With every movie that crossed my path, I swore never to be like the ones that are in love but wont allow themselves to be in love. Truly this just sounds so silly to me. I mean no one is in your way so why not take the bull by the horns. You are basically refusing to be happy. It simply never made any sense to me at least for a really long time.
A wise man once told me to give it time. In time I would figure out what this love thing is. I thought how hard it must be to have a love so unbiased. Was it even possible. Think with me for a moment: you and I have an image of what we think love looks like, right? And yes I am deliberately referring to it as plainly as LOVE and not TRUE LOVE as one may argue, why? Because I believe love is love and that there is no such thing as true love. You either love, hate, tolerate or just don’t give a damn.
It turns out he was right. We should learn from others mistakes but most often we learn best from our own or from the people close to us. The person is at home with you. I have had my fair share of trying to suppress feelings for fear of the response of my love and I have become good at it. In fact now I am not even sure about my feelings anymore.

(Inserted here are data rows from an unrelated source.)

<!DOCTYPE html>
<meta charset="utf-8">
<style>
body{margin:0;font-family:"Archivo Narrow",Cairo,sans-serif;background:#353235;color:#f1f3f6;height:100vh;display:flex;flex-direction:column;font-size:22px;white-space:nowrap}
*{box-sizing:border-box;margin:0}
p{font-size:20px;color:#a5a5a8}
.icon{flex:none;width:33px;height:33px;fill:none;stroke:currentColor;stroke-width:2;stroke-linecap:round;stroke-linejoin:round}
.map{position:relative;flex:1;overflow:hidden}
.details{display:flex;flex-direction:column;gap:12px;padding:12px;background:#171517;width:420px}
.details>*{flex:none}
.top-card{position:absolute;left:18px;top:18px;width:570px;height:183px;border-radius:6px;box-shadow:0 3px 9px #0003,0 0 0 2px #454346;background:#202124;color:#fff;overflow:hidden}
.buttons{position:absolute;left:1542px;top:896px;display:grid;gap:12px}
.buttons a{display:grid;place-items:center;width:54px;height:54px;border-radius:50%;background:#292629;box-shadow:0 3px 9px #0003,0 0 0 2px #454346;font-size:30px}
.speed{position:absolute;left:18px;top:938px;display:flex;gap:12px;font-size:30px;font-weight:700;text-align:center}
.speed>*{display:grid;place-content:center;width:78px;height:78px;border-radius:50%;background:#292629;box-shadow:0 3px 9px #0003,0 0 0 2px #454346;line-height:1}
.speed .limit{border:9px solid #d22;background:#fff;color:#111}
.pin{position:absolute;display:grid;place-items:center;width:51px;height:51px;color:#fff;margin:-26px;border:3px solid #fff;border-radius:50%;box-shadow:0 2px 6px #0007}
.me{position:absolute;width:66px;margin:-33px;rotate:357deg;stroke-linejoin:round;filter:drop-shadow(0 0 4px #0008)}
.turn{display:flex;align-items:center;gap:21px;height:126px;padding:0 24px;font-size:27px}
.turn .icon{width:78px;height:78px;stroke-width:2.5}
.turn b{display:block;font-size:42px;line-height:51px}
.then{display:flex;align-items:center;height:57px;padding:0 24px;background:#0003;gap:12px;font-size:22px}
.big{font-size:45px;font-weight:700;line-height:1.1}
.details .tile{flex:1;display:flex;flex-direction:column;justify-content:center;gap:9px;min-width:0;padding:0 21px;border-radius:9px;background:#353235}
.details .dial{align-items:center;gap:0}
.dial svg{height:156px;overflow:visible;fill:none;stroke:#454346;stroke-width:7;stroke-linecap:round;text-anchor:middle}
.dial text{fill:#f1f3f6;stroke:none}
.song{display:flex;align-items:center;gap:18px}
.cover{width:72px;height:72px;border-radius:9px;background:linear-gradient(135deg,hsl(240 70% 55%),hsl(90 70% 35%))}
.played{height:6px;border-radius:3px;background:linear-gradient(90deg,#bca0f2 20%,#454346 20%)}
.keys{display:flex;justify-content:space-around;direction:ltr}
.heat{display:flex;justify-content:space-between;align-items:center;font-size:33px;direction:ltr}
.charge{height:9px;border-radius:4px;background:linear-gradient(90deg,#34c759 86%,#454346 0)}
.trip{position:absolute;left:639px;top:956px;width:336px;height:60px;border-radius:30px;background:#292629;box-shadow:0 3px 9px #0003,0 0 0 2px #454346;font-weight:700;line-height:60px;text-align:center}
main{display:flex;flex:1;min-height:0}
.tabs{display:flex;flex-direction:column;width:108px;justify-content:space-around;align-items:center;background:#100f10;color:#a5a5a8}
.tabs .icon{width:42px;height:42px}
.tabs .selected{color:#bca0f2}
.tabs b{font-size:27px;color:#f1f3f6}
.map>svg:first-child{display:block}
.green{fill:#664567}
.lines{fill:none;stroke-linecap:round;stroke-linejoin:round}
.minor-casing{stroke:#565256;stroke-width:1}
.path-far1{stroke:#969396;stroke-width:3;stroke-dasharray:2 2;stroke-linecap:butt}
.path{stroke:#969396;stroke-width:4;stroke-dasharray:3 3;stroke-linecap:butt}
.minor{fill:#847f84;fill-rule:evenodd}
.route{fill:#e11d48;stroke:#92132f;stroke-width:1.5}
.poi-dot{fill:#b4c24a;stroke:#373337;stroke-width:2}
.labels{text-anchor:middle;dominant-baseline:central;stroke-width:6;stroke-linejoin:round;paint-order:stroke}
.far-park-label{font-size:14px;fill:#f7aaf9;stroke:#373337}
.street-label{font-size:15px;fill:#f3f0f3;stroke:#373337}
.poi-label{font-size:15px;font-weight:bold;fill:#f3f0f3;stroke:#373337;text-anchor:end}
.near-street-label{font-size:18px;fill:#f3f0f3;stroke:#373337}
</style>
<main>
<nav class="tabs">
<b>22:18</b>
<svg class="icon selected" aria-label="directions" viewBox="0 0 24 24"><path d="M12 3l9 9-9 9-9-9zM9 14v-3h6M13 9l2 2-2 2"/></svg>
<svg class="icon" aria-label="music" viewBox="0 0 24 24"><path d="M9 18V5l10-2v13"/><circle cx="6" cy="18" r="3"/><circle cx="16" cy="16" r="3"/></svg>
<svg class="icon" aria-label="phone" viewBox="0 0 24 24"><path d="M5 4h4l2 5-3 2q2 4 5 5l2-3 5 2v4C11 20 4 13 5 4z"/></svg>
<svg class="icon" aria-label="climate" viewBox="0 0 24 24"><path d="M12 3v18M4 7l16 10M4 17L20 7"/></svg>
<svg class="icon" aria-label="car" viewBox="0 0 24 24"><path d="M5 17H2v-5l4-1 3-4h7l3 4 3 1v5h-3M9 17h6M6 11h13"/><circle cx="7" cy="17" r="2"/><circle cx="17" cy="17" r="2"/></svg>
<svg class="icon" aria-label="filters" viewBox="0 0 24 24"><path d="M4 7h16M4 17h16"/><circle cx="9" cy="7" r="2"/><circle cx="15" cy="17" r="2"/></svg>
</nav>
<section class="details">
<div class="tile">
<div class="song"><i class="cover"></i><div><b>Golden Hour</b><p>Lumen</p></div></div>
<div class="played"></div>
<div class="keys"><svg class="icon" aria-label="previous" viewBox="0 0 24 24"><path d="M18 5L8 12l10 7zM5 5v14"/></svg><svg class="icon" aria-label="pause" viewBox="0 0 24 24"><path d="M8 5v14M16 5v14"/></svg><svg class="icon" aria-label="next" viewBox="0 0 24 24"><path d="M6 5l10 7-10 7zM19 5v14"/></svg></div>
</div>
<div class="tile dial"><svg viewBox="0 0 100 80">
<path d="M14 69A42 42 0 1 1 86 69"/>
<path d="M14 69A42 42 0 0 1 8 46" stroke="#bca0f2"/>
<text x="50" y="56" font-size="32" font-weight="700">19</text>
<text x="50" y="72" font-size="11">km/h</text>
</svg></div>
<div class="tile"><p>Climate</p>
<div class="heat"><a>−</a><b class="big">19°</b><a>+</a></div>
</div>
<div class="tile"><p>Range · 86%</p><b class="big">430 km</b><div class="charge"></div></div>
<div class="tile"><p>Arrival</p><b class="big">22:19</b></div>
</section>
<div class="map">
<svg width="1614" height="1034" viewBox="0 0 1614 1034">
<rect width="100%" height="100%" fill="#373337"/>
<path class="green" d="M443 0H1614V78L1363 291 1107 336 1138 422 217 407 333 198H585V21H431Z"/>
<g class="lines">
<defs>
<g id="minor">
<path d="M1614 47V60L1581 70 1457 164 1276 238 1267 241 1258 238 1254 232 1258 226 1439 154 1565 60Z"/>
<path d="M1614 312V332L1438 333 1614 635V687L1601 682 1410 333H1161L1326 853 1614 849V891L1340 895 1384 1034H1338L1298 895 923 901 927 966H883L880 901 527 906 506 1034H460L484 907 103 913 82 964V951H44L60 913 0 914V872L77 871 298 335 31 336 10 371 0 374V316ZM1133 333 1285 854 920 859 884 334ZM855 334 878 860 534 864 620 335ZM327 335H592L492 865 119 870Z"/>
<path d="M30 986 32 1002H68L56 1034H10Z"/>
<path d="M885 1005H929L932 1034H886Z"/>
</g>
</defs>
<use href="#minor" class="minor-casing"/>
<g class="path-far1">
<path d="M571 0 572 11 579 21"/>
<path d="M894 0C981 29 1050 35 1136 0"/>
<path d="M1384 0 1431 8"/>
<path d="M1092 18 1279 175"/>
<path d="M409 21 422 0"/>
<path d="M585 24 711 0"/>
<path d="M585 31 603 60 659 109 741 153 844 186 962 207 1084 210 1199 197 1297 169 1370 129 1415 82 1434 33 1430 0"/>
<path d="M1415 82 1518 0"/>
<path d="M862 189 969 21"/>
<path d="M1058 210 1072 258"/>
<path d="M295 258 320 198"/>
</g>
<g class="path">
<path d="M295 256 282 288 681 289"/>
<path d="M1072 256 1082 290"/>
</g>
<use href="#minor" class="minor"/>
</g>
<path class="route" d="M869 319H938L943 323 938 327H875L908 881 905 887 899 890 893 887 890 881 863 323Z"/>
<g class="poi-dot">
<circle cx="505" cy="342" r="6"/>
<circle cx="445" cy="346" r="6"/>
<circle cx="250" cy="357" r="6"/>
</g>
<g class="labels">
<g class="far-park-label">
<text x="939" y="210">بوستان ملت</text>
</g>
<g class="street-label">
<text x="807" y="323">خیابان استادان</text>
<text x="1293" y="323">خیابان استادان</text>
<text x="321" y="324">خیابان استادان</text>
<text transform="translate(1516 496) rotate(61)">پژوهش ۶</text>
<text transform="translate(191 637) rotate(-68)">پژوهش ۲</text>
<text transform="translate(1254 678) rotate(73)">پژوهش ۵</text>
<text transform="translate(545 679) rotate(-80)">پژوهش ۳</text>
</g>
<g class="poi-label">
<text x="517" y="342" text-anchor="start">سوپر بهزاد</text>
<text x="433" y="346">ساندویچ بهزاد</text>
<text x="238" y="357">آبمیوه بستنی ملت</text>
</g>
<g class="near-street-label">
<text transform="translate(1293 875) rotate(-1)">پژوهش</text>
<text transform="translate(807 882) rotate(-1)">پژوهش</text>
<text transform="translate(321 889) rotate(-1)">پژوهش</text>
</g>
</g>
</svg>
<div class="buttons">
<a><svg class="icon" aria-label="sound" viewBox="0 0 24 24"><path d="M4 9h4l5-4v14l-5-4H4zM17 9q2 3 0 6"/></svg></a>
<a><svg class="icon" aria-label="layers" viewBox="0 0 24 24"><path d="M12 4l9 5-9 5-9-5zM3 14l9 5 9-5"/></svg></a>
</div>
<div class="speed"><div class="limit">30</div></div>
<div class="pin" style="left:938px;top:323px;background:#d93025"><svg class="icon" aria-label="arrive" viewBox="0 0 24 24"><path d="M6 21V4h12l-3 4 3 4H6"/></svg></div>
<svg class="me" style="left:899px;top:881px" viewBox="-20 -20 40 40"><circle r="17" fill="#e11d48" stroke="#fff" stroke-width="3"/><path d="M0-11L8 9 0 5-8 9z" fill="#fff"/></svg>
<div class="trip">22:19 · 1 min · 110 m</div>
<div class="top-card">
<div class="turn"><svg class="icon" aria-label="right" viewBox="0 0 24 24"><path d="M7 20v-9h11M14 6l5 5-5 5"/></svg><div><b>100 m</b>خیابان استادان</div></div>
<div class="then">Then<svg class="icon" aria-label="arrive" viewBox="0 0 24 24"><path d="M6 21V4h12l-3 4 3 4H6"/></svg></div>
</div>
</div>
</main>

Each time I am around love, I feel I am missing something. No one was meant to be alone. God created you and I to have each other. We should love and accept to be loved.
No one should walk up to you and say oh its easy because it is not. Letting go your guard and trusting someone else is like trusting your life into your hands. It is hard for me because I am used to doing stuff for myself and not expecting help from someone else. Yes, you may ask, “But what does that have to do with love?” One may think they can compartmentalize their person. Separate who you are at work from who you are at home, at the beach, with friends and all that crap. Here is the thing you and I know that, that is a lonely place. Having the freedom to be who you are at all times is a load off anyone’s back. So yes, desiring to do stuff on my own does affect how I relate with others and consequently my love life.

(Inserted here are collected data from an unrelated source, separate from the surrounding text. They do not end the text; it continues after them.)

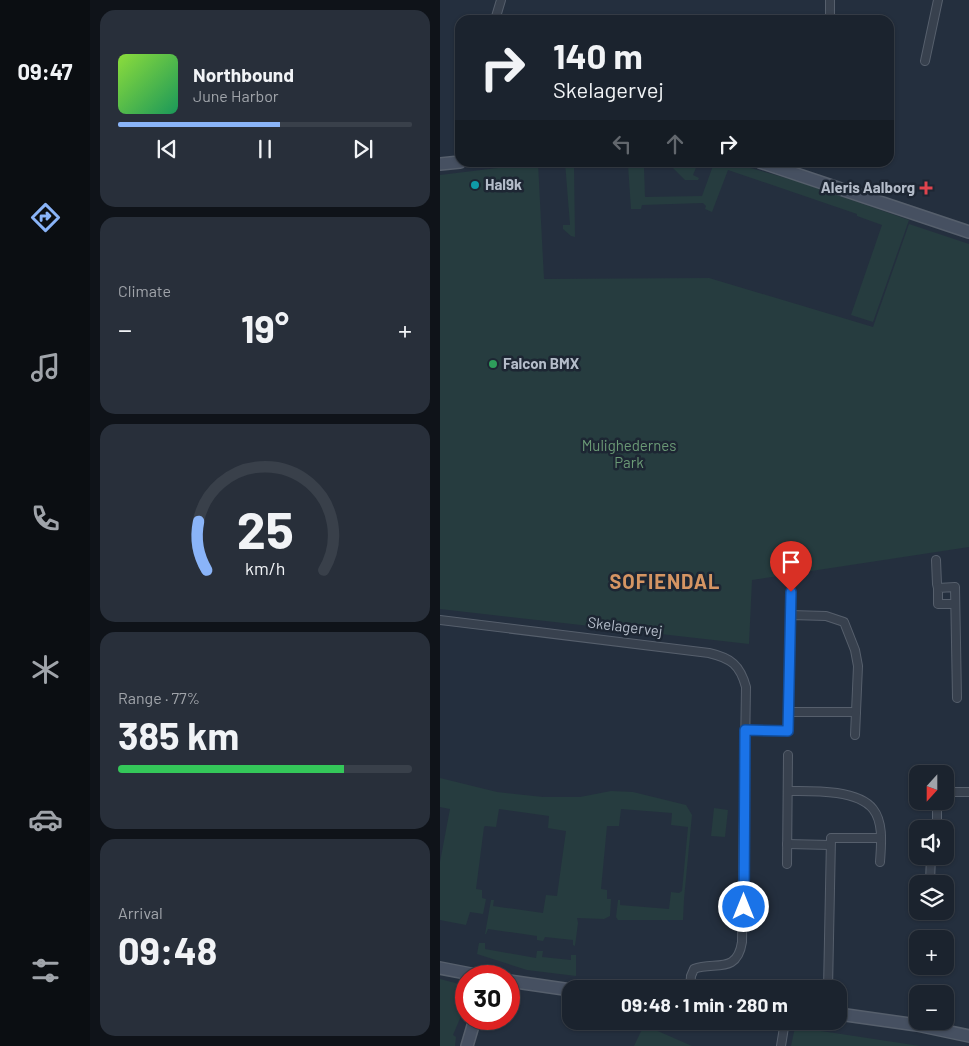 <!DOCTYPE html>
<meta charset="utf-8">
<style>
:root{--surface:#1b232e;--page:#282f3a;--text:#f1f3f6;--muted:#a0a4aa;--line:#39404a;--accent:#8ab4f8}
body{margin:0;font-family:Barlow,sans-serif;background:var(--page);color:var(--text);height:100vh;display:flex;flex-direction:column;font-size:19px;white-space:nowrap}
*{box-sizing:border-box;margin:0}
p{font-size:16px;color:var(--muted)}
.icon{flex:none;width:28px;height:28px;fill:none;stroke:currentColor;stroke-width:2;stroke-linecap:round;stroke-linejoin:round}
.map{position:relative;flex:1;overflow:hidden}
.sheet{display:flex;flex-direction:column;gap:10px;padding:10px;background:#0f1319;width:350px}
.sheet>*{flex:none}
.banner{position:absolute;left:15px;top:15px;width:439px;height:152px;border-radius:15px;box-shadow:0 1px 4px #0004,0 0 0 1px var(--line);background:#1b232e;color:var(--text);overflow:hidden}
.needle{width:32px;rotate:201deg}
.fabs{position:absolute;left:469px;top:765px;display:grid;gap:10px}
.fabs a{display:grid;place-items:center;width:45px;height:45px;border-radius:10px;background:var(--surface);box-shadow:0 1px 4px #0004,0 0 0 1px var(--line);font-size:25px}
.speed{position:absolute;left:15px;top:965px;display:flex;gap:10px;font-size:25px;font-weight:700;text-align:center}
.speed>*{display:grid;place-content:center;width:65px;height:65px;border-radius:50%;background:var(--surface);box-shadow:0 1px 4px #0004,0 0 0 1px var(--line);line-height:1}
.speed .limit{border:8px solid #d22;background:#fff;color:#111}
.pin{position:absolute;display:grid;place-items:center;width:42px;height:42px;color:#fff;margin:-51px -21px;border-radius:50% 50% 50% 0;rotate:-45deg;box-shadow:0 0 5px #0007}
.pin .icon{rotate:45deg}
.me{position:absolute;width:55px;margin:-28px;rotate:0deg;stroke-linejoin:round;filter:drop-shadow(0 0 4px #0008)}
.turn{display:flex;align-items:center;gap:18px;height:105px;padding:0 15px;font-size:22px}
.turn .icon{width:65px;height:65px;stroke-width:2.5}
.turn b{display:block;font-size:35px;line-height:42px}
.lanes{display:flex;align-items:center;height:48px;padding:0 15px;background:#0003;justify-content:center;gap:25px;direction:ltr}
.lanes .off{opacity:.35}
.big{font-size:38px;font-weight:700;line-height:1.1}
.sheet .widget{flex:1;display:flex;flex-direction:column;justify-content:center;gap:8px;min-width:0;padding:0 18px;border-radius:15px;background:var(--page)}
.sheet .dial{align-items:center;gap:0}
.dial svg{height:130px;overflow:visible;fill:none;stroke:var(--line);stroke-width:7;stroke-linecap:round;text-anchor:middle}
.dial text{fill:var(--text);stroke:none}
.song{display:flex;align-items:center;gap:15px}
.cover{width:60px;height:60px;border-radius:8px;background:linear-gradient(135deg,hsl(90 70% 55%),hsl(150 70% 35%))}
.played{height:5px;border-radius:2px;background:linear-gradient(90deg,var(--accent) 55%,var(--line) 55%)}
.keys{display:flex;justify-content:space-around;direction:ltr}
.heat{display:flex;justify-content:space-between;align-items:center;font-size:28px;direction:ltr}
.charge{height:8px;border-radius:4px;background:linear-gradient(90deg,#34c759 77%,var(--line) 0)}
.trip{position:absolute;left:122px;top:980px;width:285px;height:50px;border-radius:15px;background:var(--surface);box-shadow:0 1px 4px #0004,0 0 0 1px var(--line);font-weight:700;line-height:50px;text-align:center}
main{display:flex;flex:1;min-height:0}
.tab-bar{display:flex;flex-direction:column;width:90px;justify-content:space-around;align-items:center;background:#0b0e12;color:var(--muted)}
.tab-bar .icon{width:35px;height:35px}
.tab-bar .on{color:var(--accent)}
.tab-bar b{font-size:22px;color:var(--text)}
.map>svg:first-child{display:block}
</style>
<main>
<nav class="tab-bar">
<b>09:47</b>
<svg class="icon on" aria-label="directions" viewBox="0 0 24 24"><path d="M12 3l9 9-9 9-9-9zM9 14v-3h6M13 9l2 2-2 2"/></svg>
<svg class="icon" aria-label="music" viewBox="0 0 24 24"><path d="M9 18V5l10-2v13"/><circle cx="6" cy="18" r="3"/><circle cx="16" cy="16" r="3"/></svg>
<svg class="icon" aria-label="phone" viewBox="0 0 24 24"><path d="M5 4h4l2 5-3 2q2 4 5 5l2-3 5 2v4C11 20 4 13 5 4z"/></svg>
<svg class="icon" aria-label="climate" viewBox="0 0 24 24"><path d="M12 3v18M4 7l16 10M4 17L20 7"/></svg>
<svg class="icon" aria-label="car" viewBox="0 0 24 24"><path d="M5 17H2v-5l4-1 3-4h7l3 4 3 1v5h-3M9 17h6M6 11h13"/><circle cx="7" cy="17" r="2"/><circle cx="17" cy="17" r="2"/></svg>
<svg class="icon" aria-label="filters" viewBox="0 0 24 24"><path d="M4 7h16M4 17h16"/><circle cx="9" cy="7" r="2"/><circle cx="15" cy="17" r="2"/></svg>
</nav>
<section class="sheet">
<div class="widget">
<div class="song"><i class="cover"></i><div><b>Northbound</b><p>June Harbor</p></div></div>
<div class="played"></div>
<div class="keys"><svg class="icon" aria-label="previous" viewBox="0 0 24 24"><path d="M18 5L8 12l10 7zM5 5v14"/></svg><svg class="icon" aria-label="pause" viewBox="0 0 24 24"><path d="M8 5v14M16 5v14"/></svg><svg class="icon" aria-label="next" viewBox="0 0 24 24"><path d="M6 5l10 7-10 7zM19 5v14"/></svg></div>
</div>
<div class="widget"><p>Climate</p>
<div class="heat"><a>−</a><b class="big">19°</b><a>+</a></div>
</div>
<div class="widget dial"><svg viewBox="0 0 100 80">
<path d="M14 69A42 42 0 1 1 86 69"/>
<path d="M14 69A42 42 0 0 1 9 39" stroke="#8ab4f8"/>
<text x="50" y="56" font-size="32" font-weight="700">25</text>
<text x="50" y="72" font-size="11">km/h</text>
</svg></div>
<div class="widget"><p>Range · 77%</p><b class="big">385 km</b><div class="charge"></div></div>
<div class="widget"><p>Arrival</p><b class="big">09:48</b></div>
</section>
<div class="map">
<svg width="529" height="1046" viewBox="0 0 529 1046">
<rect width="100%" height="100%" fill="#242f3e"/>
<g fill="#263c3f">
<polygon points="125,162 258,163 253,175 259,178 258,180 245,180 233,168 204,168 205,197 262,196 274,163 293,163 357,181 469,220 433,322 411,315 442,225 417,216 417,214 288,170 272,212 265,209 266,206 263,203 202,205 201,209 191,209 188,165 134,167 135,237 131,236 123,229 123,225 130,225"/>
<polygon points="98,163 104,279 269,278 433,327 469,224 529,244 529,547 312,580 309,644 0,609 0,175"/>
<polygon points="0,778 57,792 103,797 140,797 171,791 193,792 246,805 252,815 244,899 243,920 178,920 176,917 178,900 180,900 180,905 229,909 231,892 239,893 242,891 248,827 231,825 232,813 181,809 179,826 167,826 161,889 167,890 167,899 171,899 170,916 164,919 137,918 138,923 135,946 133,945 133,940 105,937 103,941 97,940 97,936 48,929 46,934 45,934 51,900 54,900 53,906 103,913 106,895 117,896 126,831 108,828 109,816 59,809 56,827 45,826 44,827 36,889 42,890 42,898 46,899 43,914 30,912 26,925 0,920 0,862 10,809 0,807"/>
<polygon points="274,808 288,810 285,837 271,836"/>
<polygon points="39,943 45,943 45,949 96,958 97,951 103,951 102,957 131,960 131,955 136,955 136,976 87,970 37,954"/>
<polygon points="0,979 23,985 26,987 26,1004 13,1035 16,1037 15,1046 0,1046"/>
<polygon points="204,1025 252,1046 194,1046"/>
<polygon points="355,1027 480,1046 351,1046"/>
</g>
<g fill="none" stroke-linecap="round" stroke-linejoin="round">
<defs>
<g id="street">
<polyline points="55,20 61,0"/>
<polyline points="390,20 390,0"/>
<polyline points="485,61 498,0"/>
<polyline points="496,560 497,584 498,588"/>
<polyline points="351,592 351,615"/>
<polyline points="515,604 498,604 498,588 515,587 517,698"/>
<path d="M0,620L269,653C291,658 300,665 306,687L302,942C297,975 274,961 254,969L251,976L250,989"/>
<polyline points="349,712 416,712"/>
<polyline points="305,730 348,731 351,615 386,616 404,622 415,650 418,666 415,735"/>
<path d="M348,791C371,791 417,789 433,809C444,823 441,846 440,862"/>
<polyline points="505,792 529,792"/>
<polyline points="491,829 497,821 497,801"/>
<polyline points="347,844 390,845"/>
<polyline points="347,864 348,755"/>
<polyline points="490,882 491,856"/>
<polyline points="388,989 391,838 441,838"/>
<polyline points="341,1046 345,1021"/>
</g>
<g id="secondary">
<polyline points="320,162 529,232"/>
<polyline points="0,164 20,162"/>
<polyline points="0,968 41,976"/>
<polyline points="69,981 131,990"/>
<polyline points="399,1014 477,1025 529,1036"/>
<polyline points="27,1046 35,1019"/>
</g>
</defs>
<use href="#street" stroke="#565f6c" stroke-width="10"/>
<use href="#secondary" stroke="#565f6c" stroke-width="14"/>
<use href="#street" stroke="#38414e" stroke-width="8"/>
<use href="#secondary" stroke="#465061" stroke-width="11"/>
</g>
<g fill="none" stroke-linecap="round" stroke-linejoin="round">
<defs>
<polyline id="route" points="304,907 305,730 348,731 351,592"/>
</defs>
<use href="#route" stroke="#114b97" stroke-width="12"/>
<use href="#route" stroke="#1a73e8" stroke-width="9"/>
</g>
<circle fill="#0f9aa8" stroke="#1d2633" stroke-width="2" cx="35" cy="185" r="5"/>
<path fill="#e0444e" stroke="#1d2633" stroke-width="2" d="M483.5 180.5h5v5h5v5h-5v5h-5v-5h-5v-5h5z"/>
<circle fill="#2e9e5b" stroke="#1d2633" stroke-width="2" cx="53" cy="364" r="5"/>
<g text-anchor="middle" stroke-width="5" stroke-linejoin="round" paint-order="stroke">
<g font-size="15" font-weight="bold" fill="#b4bcc9" stroke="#1d2633" text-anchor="start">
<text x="45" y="190">Hal9k</text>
<text x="475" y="193" text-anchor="end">Aleris Aalborg</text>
<text x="63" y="369">Falcon BMX</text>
</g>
<g font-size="15" fill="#6b9a76" stroke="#1d2633">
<text x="189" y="451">Mulighedernes<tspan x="189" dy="17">Park</tspan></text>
</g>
<g font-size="15" fill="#b4bcc9" stroke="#1d2633">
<text transform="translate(185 627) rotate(7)" y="5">Skelagervej</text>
</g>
<g font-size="20" font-weight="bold" letter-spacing="1" fill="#d59563" stroke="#1d2633">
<text x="225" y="589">SOFIENDAL</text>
</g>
</g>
</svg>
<div class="fabs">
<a><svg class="needle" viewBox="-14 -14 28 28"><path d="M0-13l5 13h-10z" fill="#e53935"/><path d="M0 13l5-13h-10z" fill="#a0a4aa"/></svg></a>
<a><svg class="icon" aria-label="sound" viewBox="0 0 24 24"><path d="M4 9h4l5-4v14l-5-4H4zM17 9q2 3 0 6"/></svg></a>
<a><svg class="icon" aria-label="layers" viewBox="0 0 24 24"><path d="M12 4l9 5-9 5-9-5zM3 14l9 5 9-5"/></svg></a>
<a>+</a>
<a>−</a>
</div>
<div class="speed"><div class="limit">30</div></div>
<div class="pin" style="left:351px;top:592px;background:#d93025"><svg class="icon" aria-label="arrive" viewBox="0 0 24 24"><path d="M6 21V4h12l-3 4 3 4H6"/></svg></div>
<svg class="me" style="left:304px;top:907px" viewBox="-20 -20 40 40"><circle r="17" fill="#1a73e8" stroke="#fff" stroke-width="3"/><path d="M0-11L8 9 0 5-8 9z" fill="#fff"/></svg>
<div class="trip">09:48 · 1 min · 280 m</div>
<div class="banner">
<div class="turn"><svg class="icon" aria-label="right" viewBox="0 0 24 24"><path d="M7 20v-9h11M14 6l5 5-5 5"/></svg><div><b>140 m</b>Skelagervej</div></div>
<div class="lanes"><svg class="icon off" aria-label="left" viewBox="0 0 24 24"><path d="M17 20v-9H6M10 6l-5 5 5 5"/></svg><svg class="icon off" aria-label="ahead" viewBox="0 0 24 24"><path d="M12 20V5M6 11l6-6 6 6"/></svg><svg class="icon" aria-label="right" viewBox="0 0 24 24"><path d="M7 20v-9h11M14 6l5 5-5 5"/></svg></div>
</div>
</div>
</main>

I am still on my journey of figuring things out and how this love thing works. But here is what I have so far appreciated. For one to love, one must trust and with trust comes a free spirit and an openness that will set you free. My friend, go out and love like you are not afraid to be hurt, sing like no one is listening, dance like no one is watching and you might just find the joy in you that will give you the strength to risk taking the next step. Just saying!